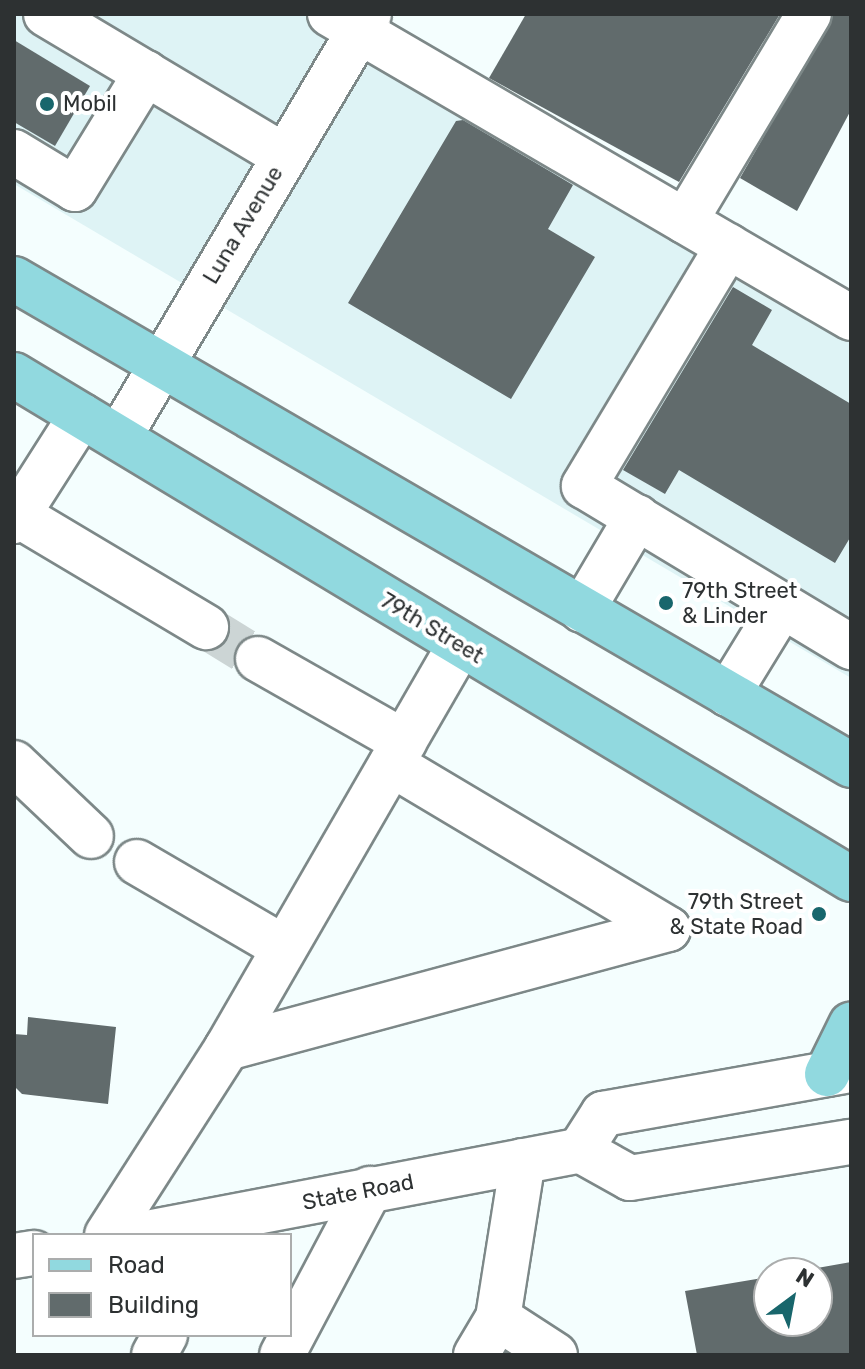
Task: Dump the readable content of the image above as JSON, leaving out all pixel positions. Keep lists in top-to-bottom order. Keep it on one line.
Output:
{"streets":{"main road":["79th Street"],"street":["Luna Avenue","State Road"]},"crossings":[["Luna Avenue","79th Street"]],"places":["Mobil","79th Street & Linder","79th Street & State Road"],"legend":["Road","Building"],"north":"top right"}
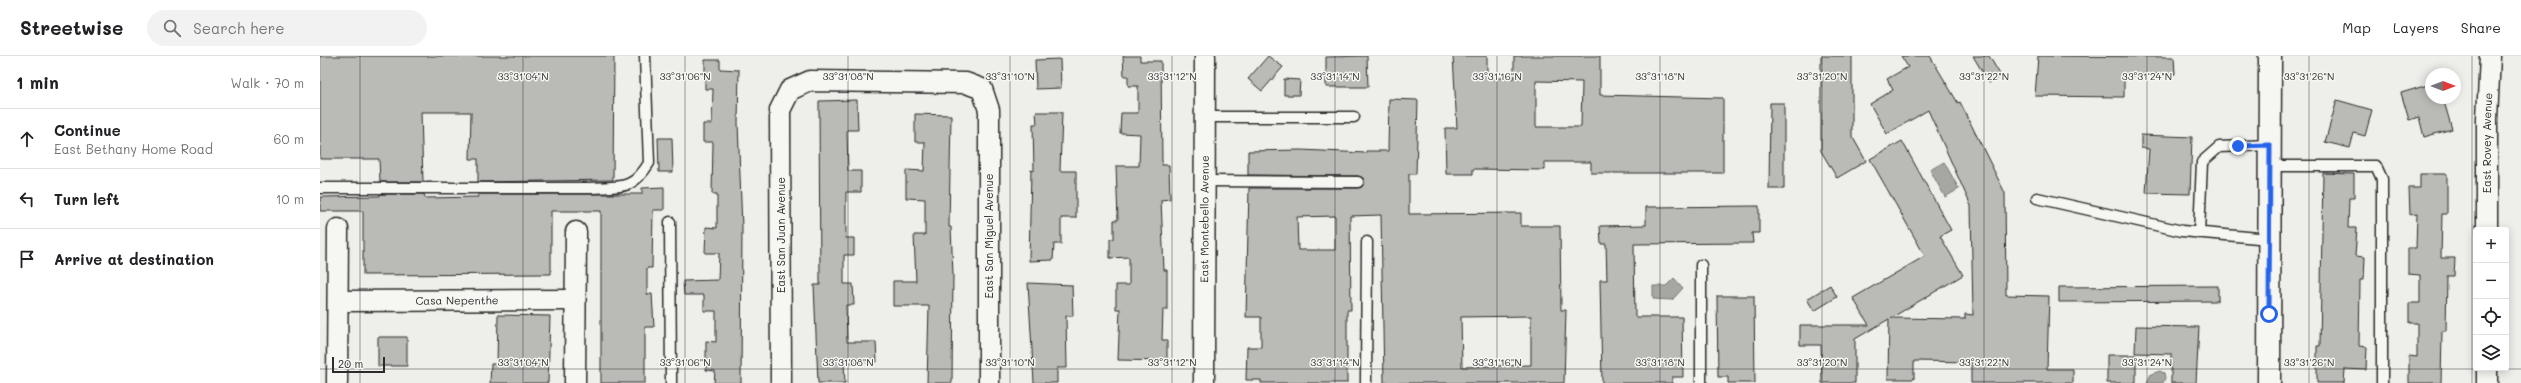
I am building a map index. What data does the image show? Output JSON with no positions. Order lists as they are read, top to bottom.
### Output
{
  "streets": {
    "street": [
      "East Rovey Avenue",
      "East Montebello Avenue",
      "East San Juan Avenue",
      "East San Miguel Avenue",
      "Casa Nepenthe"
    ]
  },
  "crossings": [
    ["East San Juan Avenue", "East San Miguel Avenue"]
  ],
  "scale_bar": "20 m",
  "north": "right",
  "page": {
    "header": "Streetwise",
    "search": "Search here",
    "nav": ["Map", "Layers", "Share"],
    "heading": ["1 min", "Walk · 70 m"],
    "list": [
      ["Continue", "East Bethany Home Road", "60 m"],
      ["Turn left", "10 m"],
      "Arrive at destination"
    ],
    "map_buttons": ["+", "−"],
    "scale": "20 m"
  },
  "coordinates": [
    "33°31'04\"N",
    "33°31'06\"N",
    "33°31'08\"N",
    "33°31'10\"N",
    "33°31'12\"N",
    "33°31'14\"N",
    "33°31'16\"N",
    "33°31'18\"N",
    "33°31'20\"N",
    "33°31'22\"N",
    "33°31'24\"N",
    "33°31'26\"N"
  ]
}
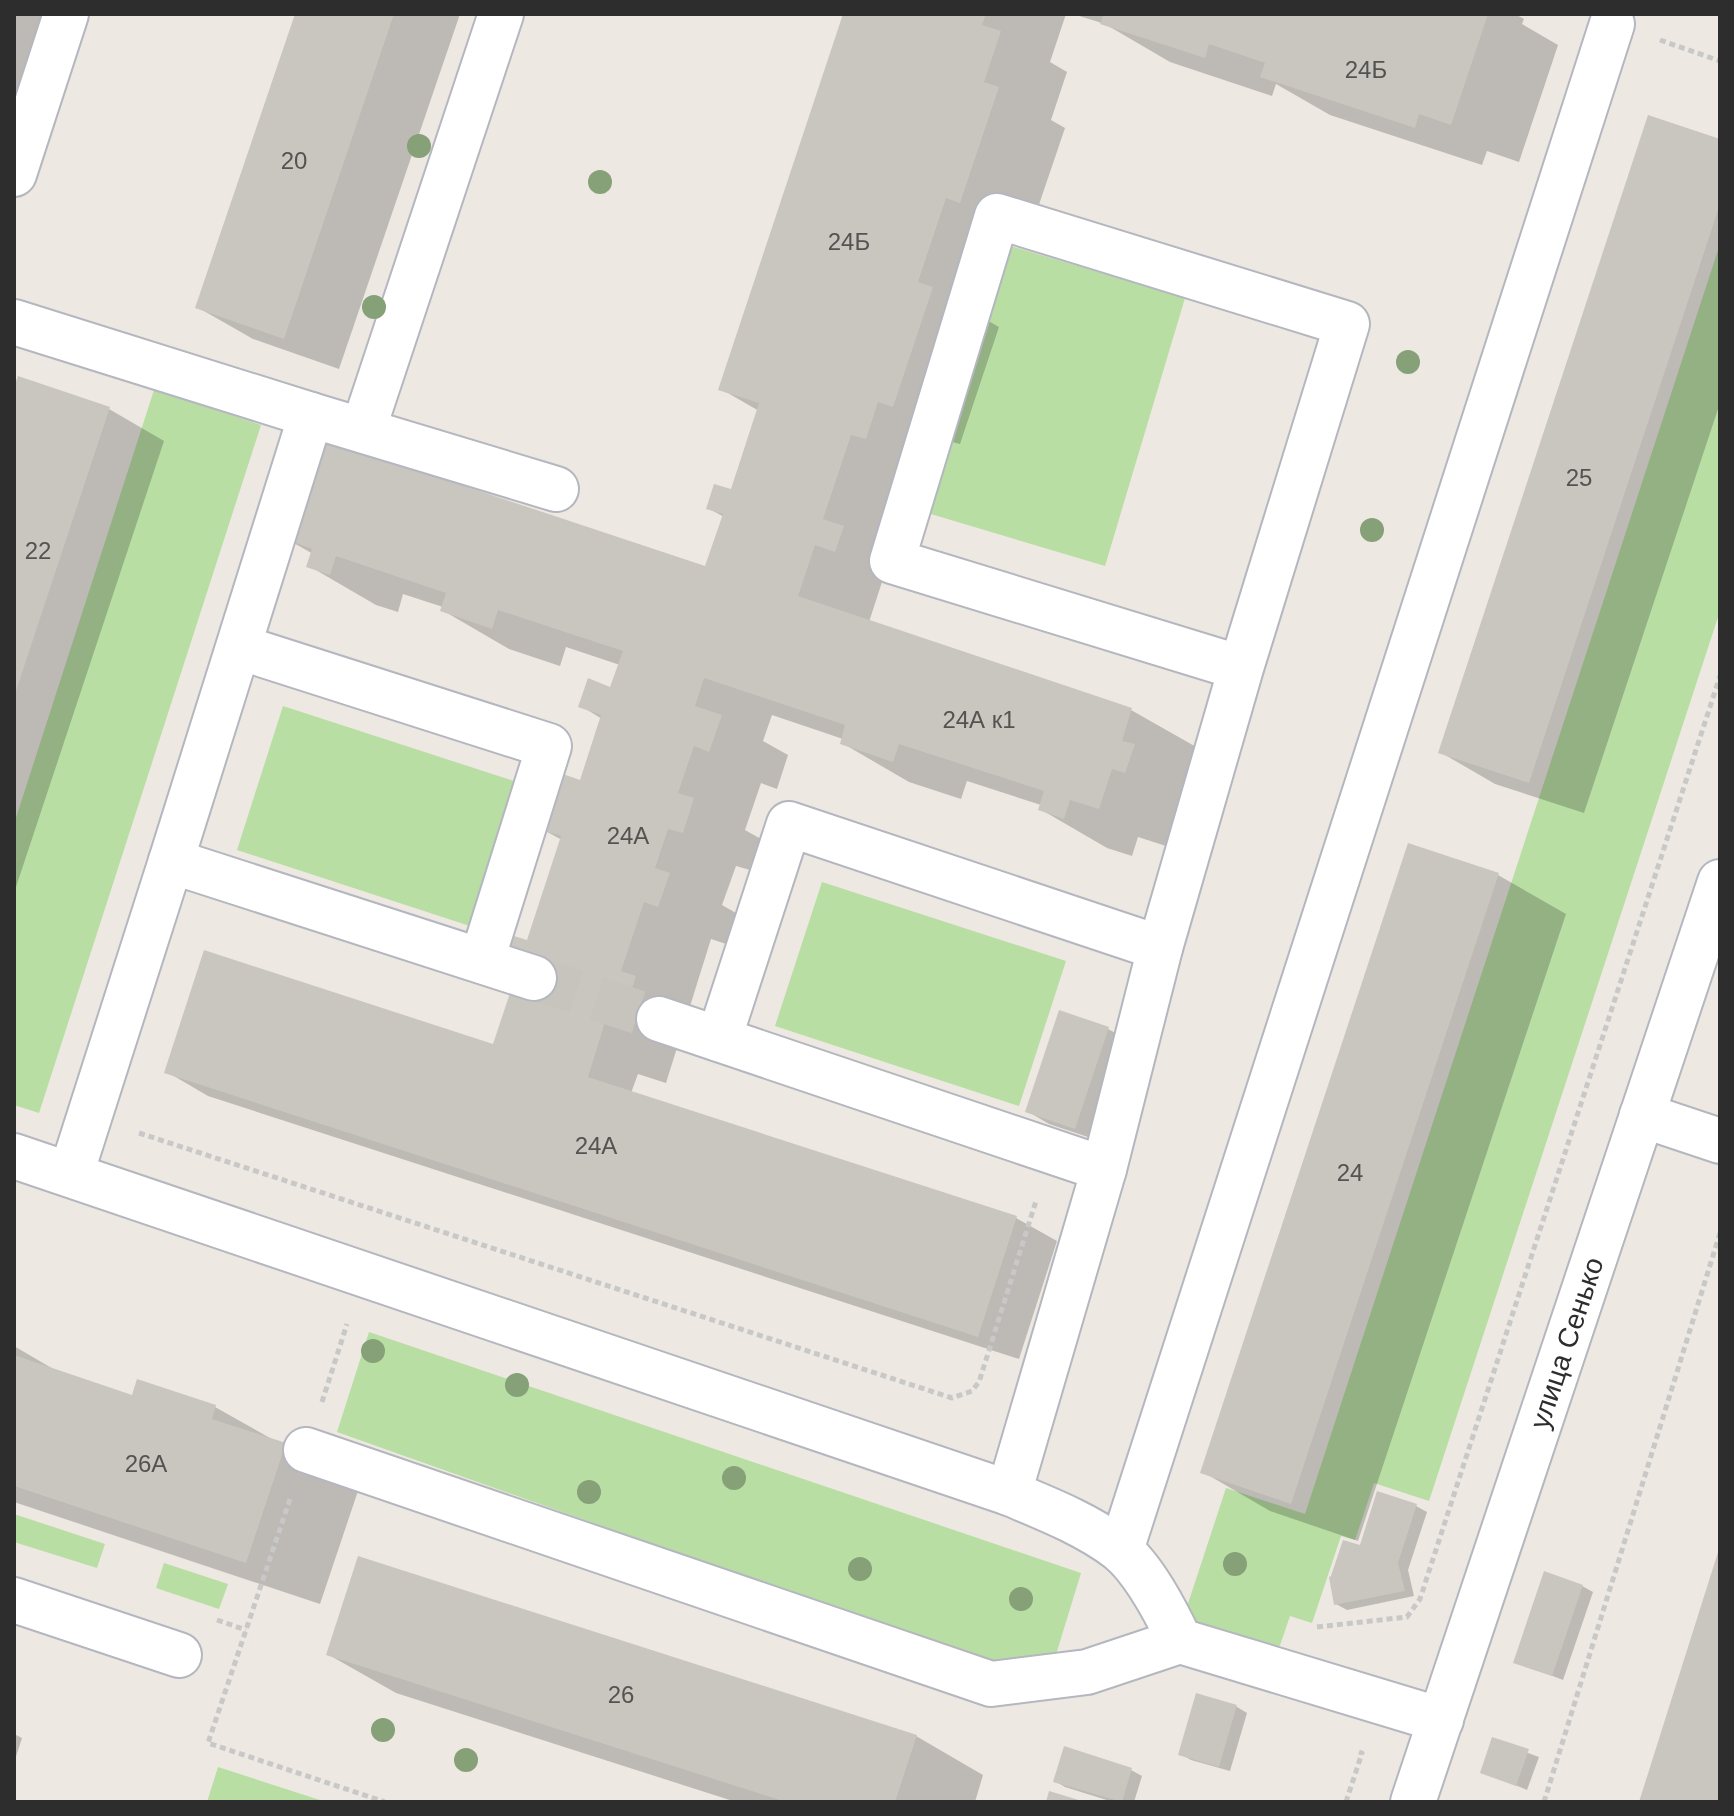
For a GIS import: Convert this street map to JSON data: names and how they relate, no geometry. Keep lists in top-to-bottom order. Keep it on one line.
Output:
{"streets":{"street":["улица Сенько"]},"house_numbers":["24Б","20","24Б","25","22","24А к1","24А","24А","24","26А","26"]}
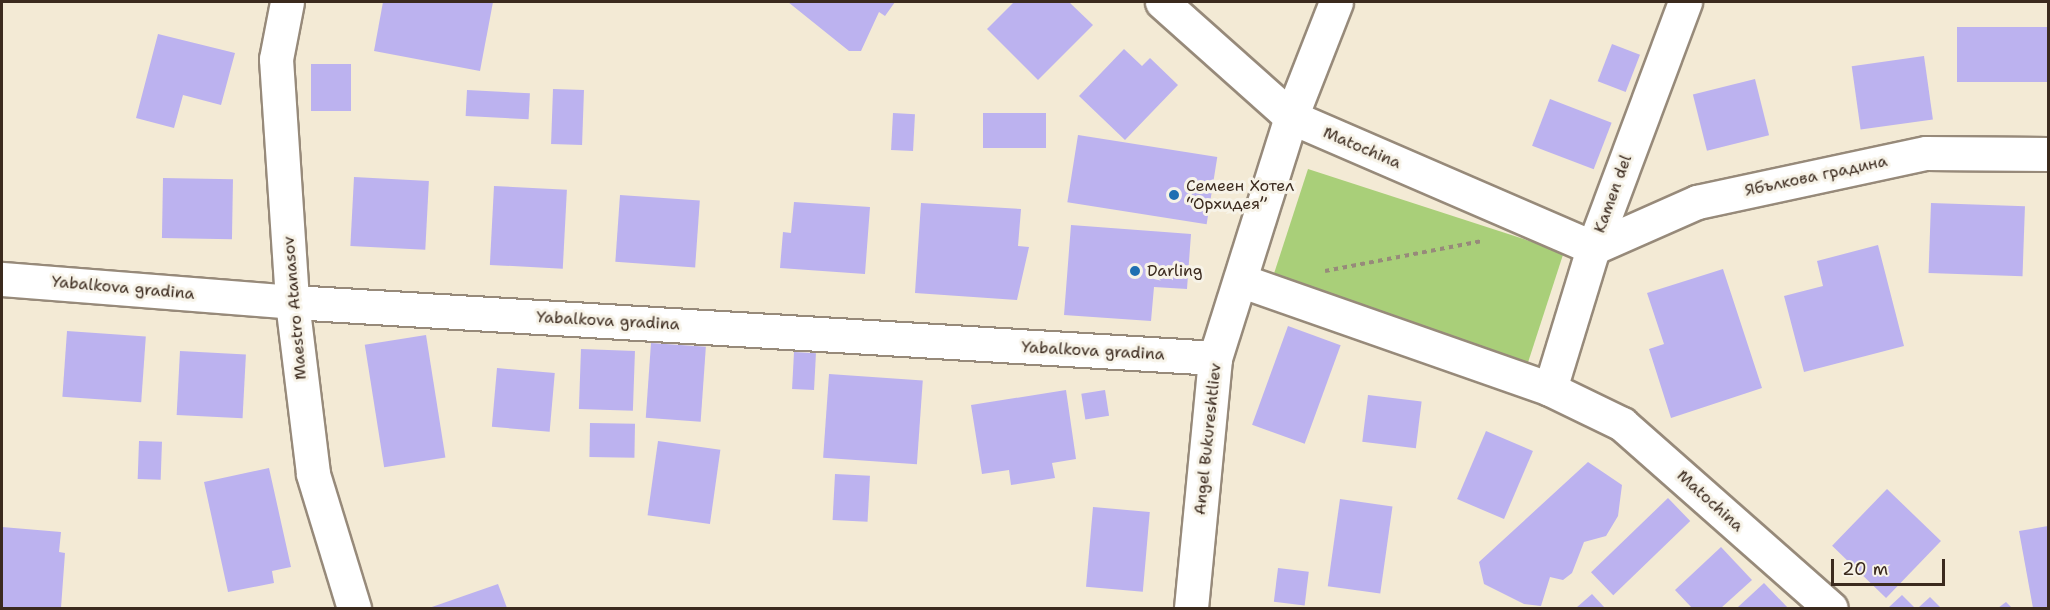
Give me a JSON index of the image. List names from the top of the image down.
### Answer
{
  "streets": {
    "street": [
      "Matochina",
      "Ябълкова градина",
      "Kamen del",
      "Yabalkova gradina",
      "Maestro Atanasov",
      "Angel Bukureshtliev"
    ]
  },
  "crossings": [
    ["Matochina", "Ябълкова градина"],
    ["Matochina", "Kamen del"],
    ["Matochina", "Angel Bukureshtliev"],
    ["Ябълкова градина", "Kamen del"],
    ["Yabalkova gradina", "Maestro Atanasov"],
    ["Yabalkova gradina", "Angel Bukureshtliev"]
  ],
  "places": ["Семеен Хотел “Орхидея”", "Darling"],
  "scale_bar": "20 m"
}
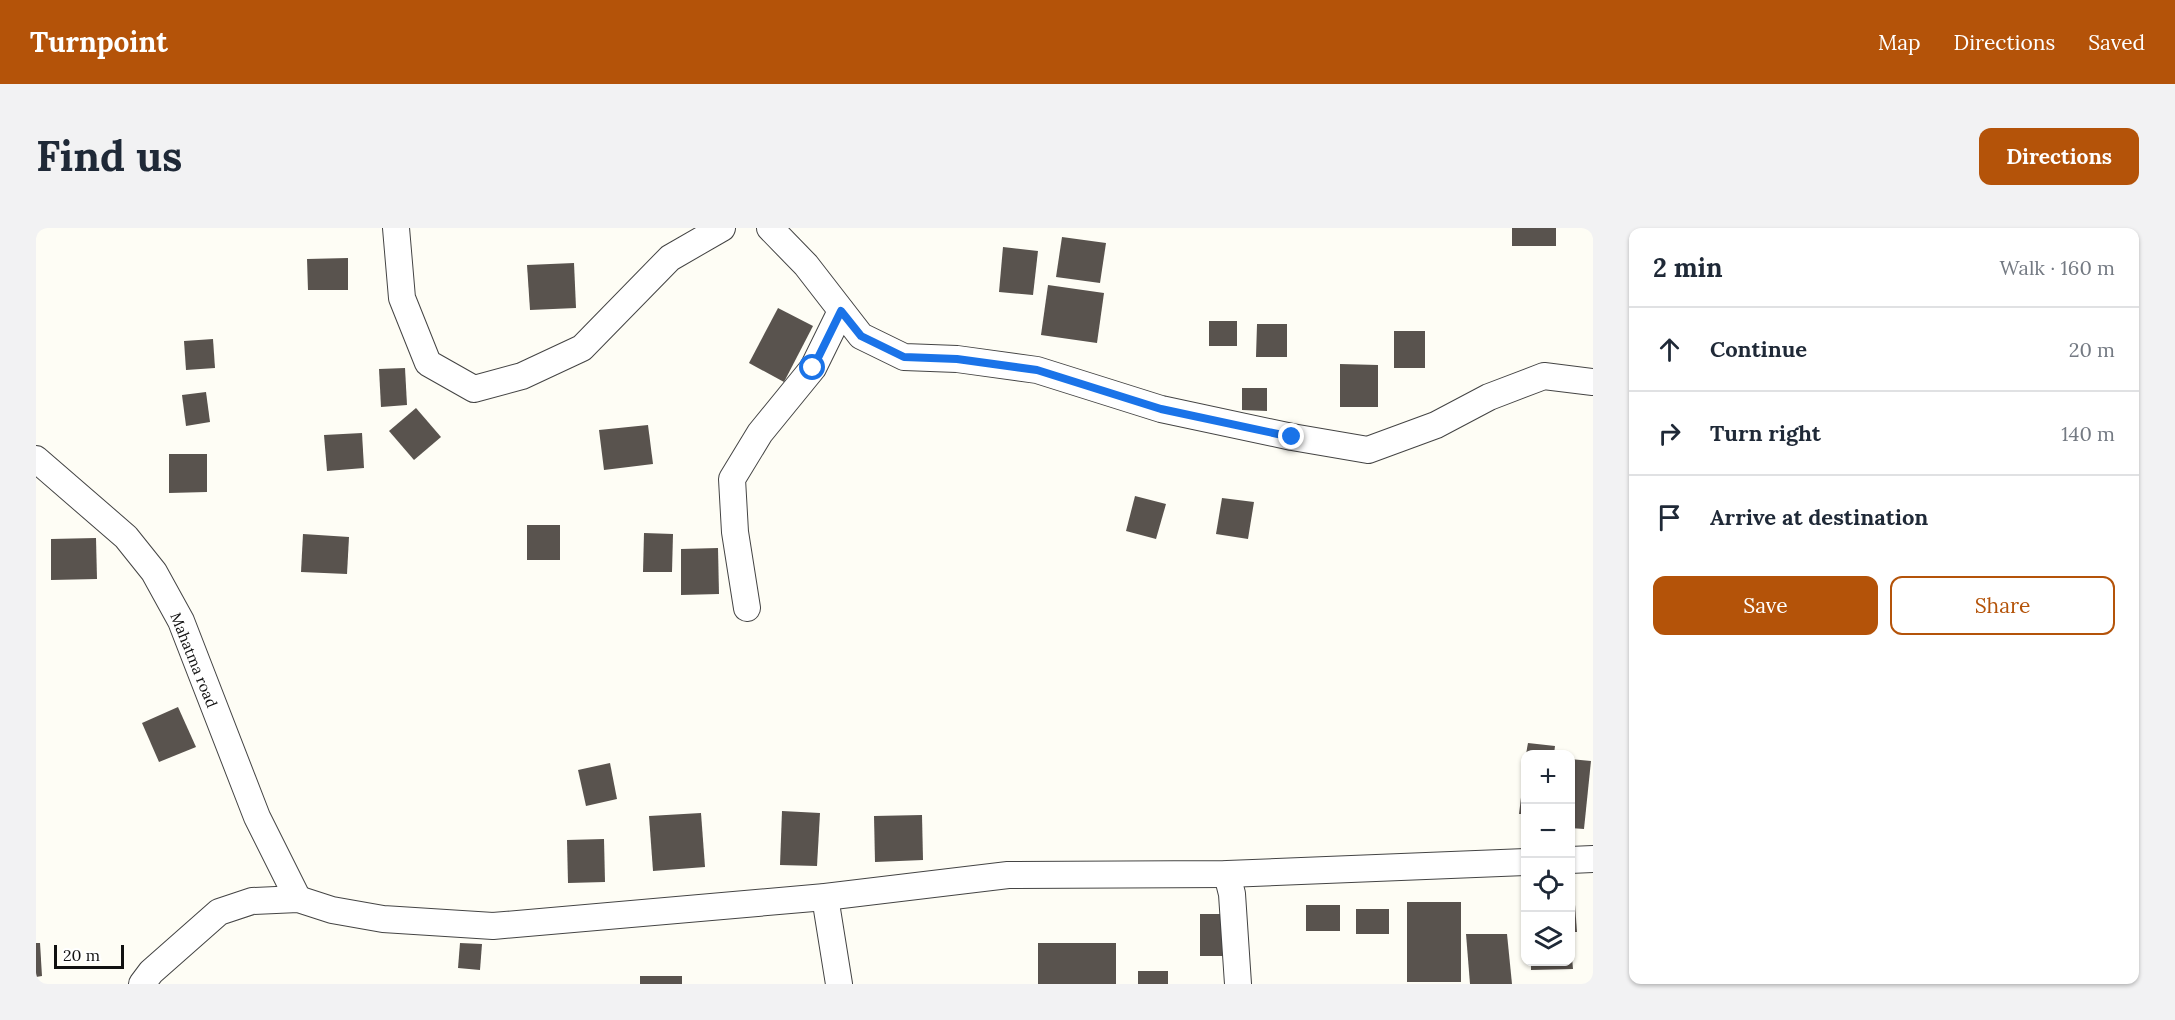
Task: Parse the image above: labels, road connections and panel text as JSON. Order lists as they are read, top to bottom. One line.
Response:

__________

Give a single number: the count of lines above that include the word "positions".

2